Since we rejected the hypothesis that the variance is constant, we used lm_robust
fit2 <- lm_robust(average_rating ~ num_pages + ratings_count + language_code,
se_type = "HC1",
data = hmdata)
summary(fit2)
##
## Call:
## lm_robust(formula = average_rating ~ num_pages + ratings_count +
## language_code, data = hmdata, se_type = "HC1")
##
## Standard error type: HC1
##
## Coefficients:
## Estimate Std. Error t value Pr(>|t|) CI Lower CI Upper
## (Intercept) 3.869e+00 7.311e-03 529.198 0.000e+00 3.855e+00 3.883e+00
## num_pages 2.157e-04 1.711e-05 12.606 7.311e-36 1.822e-04 2.493e-04
## ratings_count 1.551e-07 3.302e-08 4.697 2.713e-06 9.038e-08 2.199e-07
## language_codenon eng 7.516e-02 1.859e-02 4.044 5.340e-05 3.873e-02 1.116e-01
## DF
## (Intercept) 4738
## num_pages 4738
## ratings_count 4738
## language_codenon eng 4738
##
## Multiple R-squared: 0.03857 , Adjusted R-squared: 0.03796
## F-statistic: 67.15 on 3 and 4738 DF, p-value: < 2.2e-16
scatterplotMatrix(hmdata[c(-1,-2,-3, -8, -9, -10)],
smooth = FALSE)
round(stat.desc(hmdata[c(-1,-2,-3, -5, -8, -9, -10)]), 1)
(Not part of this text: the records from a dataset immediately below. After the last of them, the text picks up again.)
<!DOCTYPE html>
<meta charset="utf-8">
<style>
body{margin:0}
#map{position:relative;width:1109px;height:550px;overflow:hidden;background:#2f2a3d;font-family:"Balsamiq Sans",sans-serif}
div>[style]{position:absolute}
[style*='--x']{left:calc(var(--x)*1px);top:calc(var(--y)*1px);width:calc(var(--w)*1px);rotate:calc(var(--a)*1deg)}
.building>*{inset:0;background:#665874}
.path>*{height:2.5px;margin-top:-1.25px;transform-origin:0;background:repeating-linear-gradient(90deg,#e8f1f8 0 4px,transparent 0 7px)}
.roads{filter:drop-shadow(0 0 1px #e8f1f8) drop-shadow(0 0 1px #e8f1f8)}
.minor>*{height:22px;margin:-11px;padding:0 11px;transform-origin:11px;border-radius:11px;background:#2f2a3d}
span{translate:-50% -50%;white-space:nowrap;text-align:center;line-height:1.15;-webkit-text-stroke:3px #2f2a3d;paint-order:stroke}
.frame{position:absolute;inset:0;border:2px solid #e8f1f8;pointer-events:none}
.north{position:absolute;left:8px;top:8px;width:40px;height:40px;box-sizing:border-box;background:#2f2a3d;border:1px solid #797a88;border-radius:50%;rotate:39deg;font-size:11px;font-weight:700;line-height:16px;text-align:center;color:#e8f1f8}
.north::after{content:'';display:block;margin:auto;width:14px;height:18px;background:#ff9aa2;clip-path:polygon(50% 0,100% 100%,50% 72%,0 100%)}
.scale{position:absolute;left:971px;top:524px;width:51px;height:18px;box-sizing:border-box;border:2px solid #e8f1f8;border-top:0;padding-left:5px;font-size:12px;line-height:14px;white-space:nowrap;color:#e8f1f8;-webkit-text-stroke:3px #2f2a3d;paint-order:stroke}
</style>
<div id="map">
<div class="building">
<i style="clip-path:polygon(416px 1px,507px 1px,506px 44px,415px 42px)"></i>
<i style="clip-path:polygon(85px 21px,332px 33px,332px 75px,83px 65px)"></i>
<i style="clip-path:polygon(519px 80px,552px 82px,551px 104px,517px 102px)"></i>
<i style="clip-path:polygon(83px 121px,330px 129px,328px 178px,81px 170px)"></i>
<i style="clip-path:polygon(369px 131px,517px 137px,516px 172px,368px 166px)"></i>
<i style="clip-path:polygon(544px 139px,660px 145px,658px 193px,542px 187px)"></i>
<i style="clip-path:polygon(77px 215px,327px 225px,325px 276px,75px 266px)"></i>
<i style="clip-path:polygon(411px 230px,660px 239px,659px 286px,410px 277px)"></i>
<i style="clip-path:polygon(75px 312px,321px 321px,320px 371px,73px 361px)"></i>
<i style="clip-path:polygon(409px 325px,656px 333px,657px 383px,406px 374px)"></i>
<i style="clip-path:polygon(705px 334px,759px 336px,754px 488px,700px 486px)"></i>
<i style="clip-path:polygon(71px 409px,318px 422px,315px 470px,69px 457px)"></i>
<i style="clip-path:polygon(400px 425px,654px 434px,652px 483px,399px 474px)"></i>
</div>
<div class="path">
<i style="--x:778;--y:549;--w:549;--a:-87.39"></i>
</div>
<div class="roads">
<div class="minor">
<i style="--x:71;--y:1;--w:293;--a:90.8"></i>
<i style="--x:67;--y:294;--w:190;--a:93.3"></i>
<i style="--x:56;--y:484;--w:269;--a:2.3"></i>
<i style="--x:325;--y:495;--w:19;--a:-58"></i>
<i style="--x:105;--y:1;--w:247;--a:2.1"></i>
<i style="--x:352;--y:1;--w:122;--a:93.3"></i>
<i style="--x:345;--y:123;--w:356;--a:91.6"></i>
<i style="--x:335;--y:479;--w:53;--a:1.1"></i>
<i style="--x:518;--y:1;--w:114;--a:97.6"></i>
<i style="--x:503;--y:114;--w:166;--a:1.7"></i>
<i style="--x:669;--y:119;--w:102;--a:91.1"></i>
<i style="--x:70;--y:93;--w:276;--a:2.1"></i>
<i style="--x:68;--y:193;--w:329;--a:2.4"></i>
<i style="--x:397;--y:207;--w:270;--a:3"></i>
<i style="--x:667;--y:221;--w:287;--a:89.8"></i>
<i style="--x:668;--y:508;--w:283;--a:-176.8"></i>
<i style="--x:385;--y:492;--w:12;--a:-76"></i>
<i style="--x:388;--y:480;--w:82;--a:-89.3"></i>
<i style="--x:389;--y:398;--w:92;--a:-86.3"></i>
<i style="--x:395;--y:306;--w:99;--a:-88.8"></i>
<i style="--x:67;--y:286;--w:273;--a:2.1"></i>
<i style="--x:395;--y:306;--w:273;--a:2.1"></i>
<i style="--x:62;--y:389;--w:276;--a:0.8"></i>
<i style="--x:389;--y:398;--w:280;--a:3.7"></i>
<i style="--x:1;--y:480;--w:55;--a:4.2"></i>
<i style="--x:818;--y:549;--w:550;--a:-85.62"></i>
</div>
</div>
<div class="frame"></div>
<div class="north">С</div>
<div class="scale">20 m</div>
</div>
## average_rating num_pages ratings_count
## nbr.val 4742.0 4742.0 4742.0
## nbr.null 0.0 0.0 0.0
## nbr.na 0.0 0.0 0.0
## min 3.1 1.0 6.0
## max 4.8 2690.0 2153167.0
## range 1.8 2689.0 2153161.0
## sum 18720.7 1603801.0 77911377.0
## median 4.0 303.0 861.0
## mean 3.9 338.2 16430.1
## SE.mean 0.0 3.2 1215.0
## CI.mean.0.95 0.0 6.3 2382.0
## var 0.1 49486.9 7000368784.2
## std.dev 0.3 222.5 83668.2
## coef.var 0.1 0.7 5.1
The minimum of the average rating is 3.1, while the maximum is 4.8. The mean is 3.9 and median is 4, while the coefficient of variance is low. The number of pages has a range of 2689 (large difference between min and max), while the dispersion around the mean is higher than the average rating, but significantly smaller than ratings count. The ratings count has a very high dispersion around the mean compared the the other two independent variables, which can also be seen from the minimum and maximum.
If the number of pages of a book increases by 1 page then the average rating of the book increases on average by approximately 0.02%, ceteris paribus (p < 0.001).
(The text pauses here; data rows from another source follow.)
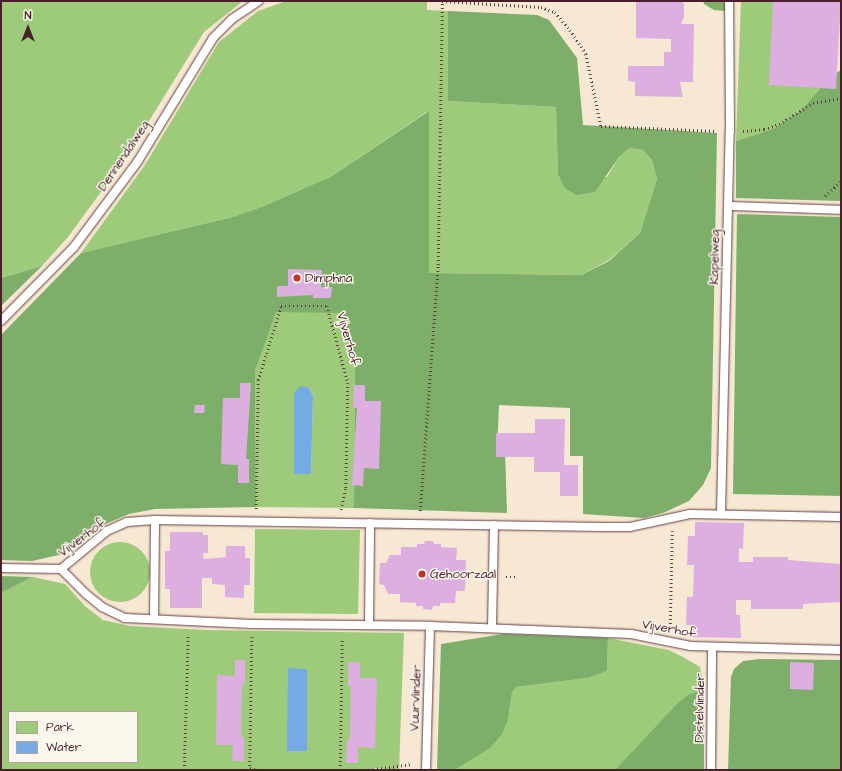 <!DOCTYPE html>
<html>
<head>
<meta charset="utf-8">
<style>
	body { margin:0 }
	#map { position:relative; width:842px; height:771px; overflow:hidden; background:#f6e8d2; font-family:"Architects Daughter",sans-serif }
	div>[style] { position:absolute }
	.green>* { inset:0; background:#9dcb7a }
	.round { border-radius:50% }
	.forest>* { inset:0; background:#7eaf6a }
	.water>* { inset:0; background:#75aae2 }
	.building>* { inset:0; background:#ddafe1 }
	.path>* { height:2.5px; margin-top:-1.25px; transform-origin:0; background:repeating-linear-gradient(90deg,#643d44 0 1px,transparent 0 4px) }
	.roads { filter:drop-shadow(0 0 1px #643d44) drop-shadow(0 0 1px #643d44) }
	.lane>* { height:8px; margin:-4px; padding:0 4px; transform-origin:4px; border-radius:4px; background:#fff }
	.dots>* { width:11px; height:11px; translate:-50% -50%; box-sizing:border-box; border:2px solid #fbf7ec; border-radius:50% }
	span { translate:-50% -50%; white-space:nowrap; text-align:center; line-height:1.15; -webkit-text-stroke:3px #fbf7ec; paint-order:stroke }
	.street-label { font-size:13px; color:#4a1f2b }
	.poi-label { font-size:13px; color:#4a1f2b }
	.left { translate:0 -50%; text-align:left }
	.frame { position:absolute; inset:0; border:2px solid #4a1f2b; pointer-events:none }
	.legend { position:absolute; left:8px; top:711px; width:130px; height:52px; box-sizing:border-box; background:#fbf7ec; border:1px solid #b4a19f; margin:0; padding:5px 7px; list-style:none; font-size:12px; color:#4a1f2b }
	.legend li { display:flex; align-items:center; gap:8px; height:20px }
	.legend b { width:20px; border:1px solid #b4a19f }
	.north { position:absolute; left:8px; top:8px; width:40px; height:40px; -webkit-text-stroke:3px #fbf7ec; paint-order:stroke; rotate:0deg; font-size:11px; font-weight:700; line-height:16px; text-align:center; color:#4a1f2b }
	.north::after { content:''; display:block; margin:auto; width:14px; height:18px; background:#4a1f2b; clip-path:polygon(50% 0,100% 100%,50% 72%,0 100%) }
</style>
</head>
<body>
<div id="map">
	<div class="green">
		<div style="clip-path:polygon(1px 1px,243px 1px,204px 32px,128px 155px,68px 237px,42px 266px,1px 278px)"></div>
		<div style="clip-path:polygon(286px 1px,427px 1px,427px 10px,448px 11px,448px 101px,556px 107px,558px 174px,607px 177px,619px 157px,630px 148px,643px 150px,652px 160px,657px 179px,640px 233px,609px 260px,581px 275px,429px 273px,428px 111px,332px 176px,264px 206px,233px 217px,81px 253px,145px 165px,219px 42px,258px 11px)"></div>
		<div style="clip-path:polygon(741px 1px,828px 1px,826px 72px,819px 90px,800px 111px,773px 129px,736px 141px)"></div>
		<div style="clip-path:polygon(evenodd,283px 261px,341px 313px,355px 366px,354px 508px,256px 507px,255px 371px,275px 312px,283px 261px,304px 386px,309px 388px,313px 396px,311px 474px,304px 386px)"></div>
		<div style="clip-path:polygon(255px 529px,360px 530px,358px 614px,254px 613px)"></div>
		<div class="round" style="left:90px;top:542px;width:60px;height:60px"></div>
		<div style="clip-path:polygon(evenodd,33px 577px,65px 584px,85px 606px,103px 620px,130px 626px,206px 630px,404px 633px,399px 770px,373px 768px,373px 770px,1px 770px,1px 593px,33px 577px,9px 712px,137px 712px,137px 762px,9px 762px,9px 712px)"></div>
		<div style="clip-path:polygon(608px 638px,669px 650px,683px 657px,700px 667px,704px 689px,689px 694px,615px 770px,437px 770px,456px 769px,508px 720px,512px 693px,516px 687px,588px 678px,607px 671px)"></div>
	</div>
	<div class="forest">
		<div style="clip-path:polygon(703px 1px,725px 1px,725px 11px,714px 10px,704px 4px)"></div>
		<div style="clip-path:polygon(448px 11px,537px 15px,549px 20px,577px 58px,583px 125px,717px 133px,711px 468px,703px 485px,689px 501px,663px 513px,644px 518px,583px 514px,583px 456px,570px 456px,570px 408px,499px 405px,497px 452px,505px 452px,507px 513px,354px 508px,355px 366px,341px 313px,276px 312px,255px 371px,256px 507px,155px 509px,129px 514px,103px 525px,63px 554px,32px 561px,1px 560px,1px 335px,81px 253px,233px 217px,264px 206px,332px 176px,429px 111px,429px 273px,581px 275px,609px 261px,640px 233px,657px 179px,652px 160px,643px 150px,630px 148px,619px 157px,595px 192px,576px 195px,565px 188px,558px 174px,556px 107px,448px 101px)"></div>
		<div style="clip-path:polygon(841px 70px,841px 201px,736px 198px,736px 141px,773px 129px,800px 111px,819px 90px,822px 81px)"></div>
		<div style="clip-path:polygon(737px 214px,841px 217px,841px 496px,733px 494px)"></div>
		<div style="clip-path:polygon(42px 266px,1px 306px,1px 278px)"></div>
		<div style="clip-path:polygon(1px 576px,33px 577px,1px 593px)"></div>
		<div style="clip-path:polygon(503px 634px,608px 638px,607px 671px,588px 678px,516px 687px,512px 693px,508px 720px,502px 734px,490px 748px,456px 769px,437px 769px,441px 644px)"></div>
		<div style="clip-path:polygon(760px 659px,841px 660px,841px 770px,728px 770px,731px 677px,734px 669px,743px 661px)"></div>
		<div style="clip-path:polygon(704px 689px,704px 770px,615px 770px,678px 703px,689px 694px)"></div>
	</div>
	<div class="water">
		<div style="clip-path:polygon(304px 386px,309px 388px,313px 396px,311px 474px,294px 474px,294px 394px,299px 387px)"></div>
		<div style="clip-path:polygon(288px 668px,307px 669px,307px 751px,287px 751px)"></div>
	</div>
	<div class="building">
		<div style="clip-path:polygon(636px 1px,681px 1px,684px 4px,684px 17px,681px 24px,694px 24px,693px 82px,680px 82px,683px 97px,635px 96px,635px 82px,628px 81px,628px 66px,664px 66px,664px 52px,671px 52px,671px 39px,636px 38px)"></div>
		<div style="clip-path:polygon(773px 1px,841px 1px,836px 89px,769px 85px)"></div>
		<div style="clip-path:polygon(288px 269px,322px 270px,321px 287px,332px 287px,331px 298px,313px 298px,313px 295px,277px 297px,277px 286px,288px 286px)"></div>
		<div style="clip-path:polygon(240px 383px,251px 383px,246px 459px,249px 459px,249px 483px,238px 483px,238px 465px,221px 464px,223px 398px,240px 398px)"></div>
		<div style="clip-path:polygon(354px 385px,365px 385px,365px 401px,381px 401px,379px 469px,364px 468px,363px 486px,352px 485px,357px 408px,353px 408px)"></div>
		<div style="clip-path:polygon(195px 405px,205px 405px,204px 413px,194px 413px)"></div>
		<div style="clip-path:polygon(535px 419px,565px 419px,564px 465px,578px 465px,578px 496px,560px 496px,560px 472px,534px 472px,534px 457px,496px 457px,496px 433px,535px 433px)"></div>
		<div style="clip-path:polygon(695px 522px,744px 523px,743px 549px,739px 548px,739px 562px,753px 562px,753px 557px,788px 557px,788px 560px,841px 564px,841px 602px,803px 604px,803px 609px,751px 609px,751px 600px,736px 600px,736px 615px,740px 615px,741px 638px,692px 637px,692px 625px,686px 625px,687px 597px,693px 597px,694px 565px,687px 565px,688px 536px,695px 536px)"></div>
		<div style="clip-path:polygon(170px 532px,203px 532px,203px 535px,208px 535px,208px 553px,203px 553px,204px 559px,226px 557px,226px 546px,245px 546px,245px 558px,250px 558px,250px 585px,244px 585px,244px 598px,225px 597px,225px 585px,212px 584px,212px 578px,202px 578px,202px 608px,170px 608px,170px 589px,165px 589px,165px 551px,170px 551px)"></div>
		<div style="clip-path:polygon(425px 541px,433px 541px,434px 544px,441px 544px,441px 547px,457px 548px,456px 560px,466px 560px,465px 591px,456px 591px,455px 603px,440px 603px,440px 606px,433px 606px,432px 610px,423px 609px,423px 606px,416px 606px,416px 603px,400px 602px,400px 594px,388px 594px,384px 585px,379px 584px,380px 563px,386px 563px,390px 555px,401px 555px,401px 547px,417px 547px,417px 544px,424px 544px)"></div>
		<div style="clip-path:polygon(235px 660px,245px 660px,245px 684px,242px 684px,241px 737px,244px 737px,244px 761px,232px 761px,233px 745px,216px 745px,217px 675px,235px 676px)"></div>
		<div style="clip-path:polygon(348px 662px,360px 663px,360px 678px,377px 678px,375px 748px,358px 747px,358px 763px,346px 763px,347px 739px,350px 739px,351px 686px,348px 686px)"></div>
		<div style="clip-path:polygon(790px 662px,814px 663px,813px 690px,790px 689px)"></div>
	</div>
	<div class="path">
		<div style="left:743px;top:131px;width:21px;rotate:-5deg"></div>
		<div style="left:764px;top:129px;width:16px;rotate:-18deg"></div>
		<div style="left:779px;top:124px;width:40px;rotate:-32deg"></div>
		<div style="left:813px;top:103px;width:28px;rotate:-10deg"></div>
		<div style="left:825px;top:196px;width:22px;rotate:-43deg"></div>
		<div style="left:256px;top:509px;width:129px;rotate:-89.1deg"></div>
		<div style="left:258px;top:380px;width:77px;rotate:-72.7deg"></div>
		<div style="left:281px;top:306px;width:46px"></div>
		<div style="left:327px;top:306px;width:80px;rotate:74.7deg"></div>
		<div style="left:348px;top:383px;width:106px;rotate:91.1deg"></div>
		<div style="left:346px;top:489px;width:22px;rotate:103deg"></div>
		<div style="left:420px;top:511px;width:247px;rotate:-85.8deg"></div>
		<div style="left:438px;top:265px;width:264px;rotate:-89.1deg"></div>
		<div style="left:442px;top:1px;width:99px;rotate:3.5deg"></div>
		<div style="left:541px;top:7px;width:15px;rotate:20deg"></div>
		<div style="left:555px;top:12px;width:23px;rotate:50deg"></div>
		<div style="left:570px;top:30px;width:29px;rotate:56deg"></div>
		<div style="left:586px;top:54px;width:74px;rotate:78.2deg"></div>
		<div style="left:601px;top:126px;width:115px;rotate:2.5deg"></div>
		<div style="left:506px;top:577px;width:12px"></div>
		<div style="left:670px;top:628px;width:97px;rotate:-88.8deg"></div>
		<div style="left:252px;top:637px;width:131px;rotate:90.9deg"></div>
		<div style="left:250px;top:768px;width:10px;rotate:11deg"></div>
		<div style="left:184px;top:770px;width:136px;rotate:-88.3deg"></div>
		<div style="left:340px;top:770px;width:131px;rotate:-89.1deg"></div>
		<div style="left:369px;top:770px;width:43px;rotate:-7.9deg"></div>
	</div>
	<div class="roads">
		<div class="lane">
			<div style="left:728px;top:206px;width:113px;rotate:2deg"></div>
			<div style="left:1px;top:321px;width:104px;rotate:-45.4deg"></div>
			<div style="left:74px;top:247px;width:107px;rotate:-53.3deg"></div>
			<div style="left:138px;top:161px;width:144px;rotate:-58.6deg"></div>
			<div style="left:213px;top:38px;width:27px;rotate:-45deg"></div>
			<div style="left:232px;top:19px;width:32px;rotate:-34deg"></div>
			<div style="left:721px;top:514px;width:383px;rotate:-88.7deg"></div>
			<div style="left:730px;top:131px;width:130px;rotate:-90.4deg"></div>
			<div style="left:841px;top:517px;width:151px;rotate:-178.9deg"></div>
			<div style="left:690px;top:514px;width:61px;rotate:167.8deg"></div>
			<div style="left:630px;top:527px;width:28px;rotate:180deg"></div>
			<div style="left:602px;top:527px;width:447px;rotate:-179.1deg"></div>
			<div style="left:155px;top:520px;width:28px;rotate:176deg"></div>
			<div style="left:127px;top:522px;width:22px;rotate:156deg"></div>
			<div style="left:107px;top:531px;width:60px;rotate:140.4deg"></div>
			<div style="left:61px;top:569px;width:35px;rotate:45deg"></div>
			<div style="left:86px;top:594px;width:21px;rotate:39deg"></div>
			<div style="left:102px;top:607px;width:25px;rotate:26deg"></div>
			<div style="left:125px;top:618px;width:127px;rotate:2.7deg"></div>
			<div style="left:252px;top:624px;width:178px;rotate:0.6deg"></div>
			<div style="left:430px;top:626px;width:201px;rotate:2.3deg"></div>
			<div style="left:631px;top:634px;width:61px;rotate:11.3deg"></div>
			<div style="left:691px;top:646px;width:150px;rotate:1.5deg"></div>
			<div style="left:1px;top:568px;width:60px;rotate:1deg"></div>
			<div style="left:154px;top:618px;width:98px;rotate:-89.4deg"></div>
			<div style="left:369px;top:625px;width:102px;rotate:-89.4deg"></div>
			<div style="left:492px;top:628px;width:103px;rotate:-88.9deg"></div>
			<div style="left:426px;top:770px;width:144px;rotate:-88.4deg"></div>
			<div style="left:711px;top:770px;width:123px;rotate:-89.5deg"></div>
		</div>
	</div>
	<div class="dots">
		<div style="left:297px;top:278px;background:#c8321e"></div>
		<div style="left:422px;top:574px;background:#c8321e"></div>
	</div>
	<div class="street-label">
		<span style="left:124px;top:156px;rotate:-56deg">Dennendalweg</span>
		<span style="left:715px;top:257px;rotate:-89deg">Kapelweg</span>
		<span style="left:348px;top:339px;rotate:74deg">Vijverhof</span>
		<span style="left:82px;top:538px;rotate:-37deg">Vijverhof</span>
		<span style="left:669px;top:629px;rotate:10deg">Vijverhof</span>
		<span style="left:416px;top:698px;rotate:-88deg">Vuurvlinder</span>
		<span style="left:700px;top:708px;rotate:-89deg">Distelvlinder</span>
	</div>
	<div class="poi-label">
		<span class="left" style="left:305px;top:278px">Dimphna</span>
		<span class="left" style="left:430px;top:574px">Gehoorzaal</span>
	</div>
	<div class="frame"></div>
	<ul class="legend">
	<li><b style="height:11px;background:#9dcb7a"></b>Park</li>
	<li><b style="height:11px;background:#75aae2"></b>Water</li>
	</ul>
	<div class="north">N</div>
</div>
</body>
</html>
If the count of book’s ratings increases by 1 rating then the average rating of the book increases on average by approximately 1.551e-5%, ceteris paribus (p < 0.001).
Given the values of all other variables, books written in non-English language have on average 7.5% higher average rating than books written in English language (p<0.001).
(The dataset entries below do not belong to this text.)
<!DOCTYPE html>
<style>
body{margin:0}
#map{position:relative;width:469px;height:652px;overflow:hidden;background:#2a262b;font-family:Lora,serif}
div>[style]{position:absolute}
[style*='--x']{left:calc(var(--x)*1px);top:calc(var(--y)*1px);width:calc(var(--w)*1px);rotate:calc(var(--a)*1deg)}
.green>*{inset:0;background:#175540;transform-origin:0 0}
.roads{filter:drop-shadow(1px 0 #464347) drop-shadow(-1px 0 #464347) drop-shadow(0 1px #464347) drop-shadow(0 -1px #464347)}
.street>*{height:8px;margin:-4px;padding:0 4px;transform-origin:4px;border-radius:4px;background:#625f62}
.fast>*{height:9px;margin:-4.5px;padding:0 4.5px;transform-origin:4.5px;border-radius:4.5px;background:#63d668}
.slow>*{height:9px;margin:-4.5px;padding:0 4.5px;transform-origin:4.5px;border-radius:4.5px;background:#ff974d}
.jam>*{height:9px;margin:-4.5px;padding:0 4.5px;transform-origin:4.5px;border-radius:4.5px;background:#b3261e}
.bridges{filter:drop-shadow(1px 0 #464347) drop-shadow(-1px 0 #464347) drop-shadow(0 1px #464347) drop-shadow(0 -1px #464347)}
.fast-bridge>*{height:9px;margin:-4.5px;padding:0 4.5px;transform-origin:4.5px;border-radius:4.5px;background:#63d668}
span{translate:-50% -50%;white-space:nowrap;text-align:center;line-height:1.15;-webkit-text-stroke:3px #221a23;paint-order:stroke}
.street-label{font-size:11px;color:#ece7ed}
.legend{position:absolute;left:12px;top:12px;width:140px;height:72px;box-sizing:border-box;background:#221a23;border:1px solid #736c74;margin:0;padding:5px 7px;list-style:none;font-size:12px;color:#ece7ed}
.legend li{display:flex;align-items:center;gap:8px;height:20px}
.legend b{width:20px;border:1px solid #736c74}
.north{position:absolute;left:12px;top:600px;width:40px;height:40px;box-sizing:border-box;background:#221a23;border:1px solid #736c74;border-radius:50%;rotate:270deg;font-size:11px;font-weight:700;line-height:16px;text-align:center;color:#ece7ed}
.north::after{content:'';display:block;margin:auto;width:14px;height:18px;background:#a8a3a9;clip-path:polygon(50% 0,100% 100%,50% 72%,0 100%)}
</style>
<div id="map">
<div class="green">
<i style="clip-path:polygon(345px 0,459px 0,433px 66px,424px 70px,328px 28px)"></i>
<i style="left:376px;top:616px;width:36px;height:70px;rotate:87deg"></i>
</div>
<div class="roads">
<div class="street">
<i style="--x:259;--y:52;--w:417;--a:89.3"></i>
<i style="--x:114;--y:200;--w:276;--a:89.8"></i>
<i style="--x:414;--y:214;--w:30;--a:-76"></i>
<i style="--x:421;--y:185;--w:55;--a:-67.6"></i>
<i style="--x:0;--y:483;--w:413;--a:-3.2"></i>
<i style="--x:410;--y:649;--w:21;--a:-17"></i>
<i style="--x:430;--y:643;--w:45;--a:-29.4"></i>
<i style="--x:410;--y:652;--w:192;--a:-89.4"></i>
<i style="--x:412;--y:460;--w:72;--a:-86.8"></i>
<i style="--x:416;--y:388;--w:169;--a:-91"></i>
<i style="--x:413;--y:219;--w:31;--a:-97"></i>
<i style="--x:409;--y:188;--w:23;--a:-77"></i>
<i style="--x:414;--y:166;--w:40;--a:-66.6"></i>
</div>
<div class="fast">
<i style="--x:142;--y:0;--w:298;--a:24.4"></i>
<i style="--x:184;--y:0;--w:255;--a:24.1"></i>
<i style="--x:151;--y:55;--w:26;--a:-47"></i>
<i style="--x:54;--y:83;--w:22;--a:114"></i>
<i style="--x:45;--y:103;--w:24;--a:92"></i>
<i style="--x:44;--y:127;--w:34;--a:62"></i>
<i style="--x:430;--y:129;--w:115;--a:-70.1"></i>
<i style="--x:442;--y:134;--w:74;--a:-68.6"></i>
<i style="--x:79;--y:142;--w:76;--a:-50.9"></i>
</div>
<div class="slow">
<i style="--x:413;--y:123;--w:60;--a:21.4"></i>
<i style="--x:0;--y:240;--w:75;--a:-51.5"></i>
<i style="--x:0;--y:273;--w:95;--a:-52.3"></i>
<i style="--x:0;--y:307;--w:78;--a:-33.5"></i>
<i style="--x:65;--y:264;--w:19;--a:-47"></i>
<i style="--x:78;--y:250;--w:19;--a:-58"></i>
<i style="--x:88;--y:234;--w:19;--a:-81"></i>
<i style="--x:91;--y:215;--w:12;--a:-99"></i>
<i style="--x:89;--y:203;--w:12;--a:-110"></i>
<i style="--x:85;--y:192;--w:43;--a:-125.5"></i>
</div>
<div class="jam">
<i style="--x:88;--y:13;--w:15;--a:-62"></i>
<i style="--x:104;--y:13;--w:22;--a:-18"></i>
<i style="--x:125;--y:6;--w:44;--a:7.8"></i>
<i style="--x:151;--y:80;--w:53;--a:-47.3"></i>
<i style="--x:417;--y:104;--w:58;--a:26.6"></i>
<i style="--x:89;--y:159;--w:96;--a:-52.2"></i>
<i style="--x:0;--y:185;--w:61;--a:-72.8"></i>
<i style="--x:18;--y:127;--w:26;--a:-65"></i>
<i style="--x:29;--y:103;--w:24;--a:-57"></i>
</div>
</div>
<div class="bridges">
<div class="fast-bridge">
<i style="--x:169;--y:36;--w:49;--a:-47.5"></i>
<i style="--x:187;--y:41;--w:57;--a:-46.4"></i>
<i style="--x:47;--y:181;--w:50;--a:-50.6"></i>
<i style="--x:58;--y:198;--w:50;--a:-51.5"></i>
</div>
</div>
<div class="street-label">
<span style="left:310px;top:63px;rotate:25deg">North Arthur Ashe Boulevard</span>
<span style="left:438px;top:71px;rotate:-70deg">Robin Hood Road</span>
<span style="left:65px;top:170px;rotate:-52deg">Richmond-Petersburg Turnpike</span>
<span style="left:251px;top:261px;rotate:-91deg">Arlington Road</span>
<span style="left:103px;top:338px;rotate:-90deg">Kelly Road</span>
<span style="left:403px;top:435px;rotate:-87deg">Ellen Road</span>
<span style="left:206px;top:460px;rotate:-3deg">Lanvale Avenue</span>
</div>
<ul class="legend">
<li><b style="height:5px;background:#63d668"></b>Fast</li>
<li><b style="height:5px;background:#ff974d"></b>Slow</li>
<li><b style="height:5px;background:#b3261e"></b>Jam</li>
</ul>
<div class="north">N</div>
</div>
Multiple coefficient of determination: Adjusted R-squared has the value of 0.037, indicating 4% of variability of average rating is explained by the variability of 3 explanatory variables in the model.
F-statistic provides the information whether the regression model provides a better fit than a model that contains no independent variables:
H0: ρ2 = 0
H1: ρ2 > 0
We reject the H0 at p-value at p < 0.001. We found that at least some of the variability is explained by the above variables.
sqrt(summary(fit2)$r.squared)
## [1] 0.1963865
The linear relationship between average rating and 3 explanatory variables is weak.